Leaving nothing out, set down all the data exactly.

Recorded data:

-=-=-

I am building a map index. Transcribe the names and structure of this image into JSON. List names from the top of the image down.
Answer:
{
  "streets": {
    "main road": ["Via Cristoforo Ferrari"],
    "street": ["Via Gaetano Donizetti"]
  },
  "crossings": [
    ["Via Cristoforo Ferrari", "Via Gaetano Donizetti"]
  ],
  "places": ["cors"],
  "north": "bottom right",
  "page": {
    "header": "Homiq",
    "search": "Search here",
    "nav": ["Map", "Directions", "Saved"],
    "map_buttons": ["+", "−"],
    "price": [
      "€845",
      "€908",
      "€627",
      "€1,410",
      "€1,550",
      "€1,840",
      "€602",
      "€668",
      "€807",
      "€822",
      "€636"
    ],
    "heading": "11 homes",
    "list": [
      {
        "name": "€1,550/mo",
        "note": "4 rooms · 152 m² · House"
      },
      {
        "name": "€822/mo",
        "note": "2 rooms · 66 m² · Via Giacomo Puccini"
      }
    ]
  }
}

-=-=-

Response box:
I am building a map index. Transcribe the names and structure of this image into JSON. List names from the top of the image down.
Answer:
{
  "streets": {
    "main road": ["Via Cristoforo Ferrari"],
    "street": ["Via Gaetano Donizetti"]
  },
  "crossings": [
    ["Via Cristoforo Ferrari", "Via Gaetano Donizetti"]
  ],
  "places": ["cors"],
  "north": "bottom right",
  "page": {
    "header": "Homiq",
    "search": "Search here",
    "nav": ["Map", "Directions", "Saved"],
    "map_buttons": ["+", "−"],
    "price": [
      "€845",
      "€908",
      "€627",
      "€1,410",
      "€1,550",
      "€1,840",
      "€602",
      "€668",
      "€807",
      "€822",
      "€636"
    ],
    "heading": "11 homes",
    "list": [
      {
        "name": "€1,550/mo",
        "note": "4 rooms · 152 m² · House"
      },
      {
        "name": "€822/mo",
        "note": "2 rooms · 66 m² · Via Giacomo Puccini"
      }
    ]
  }
}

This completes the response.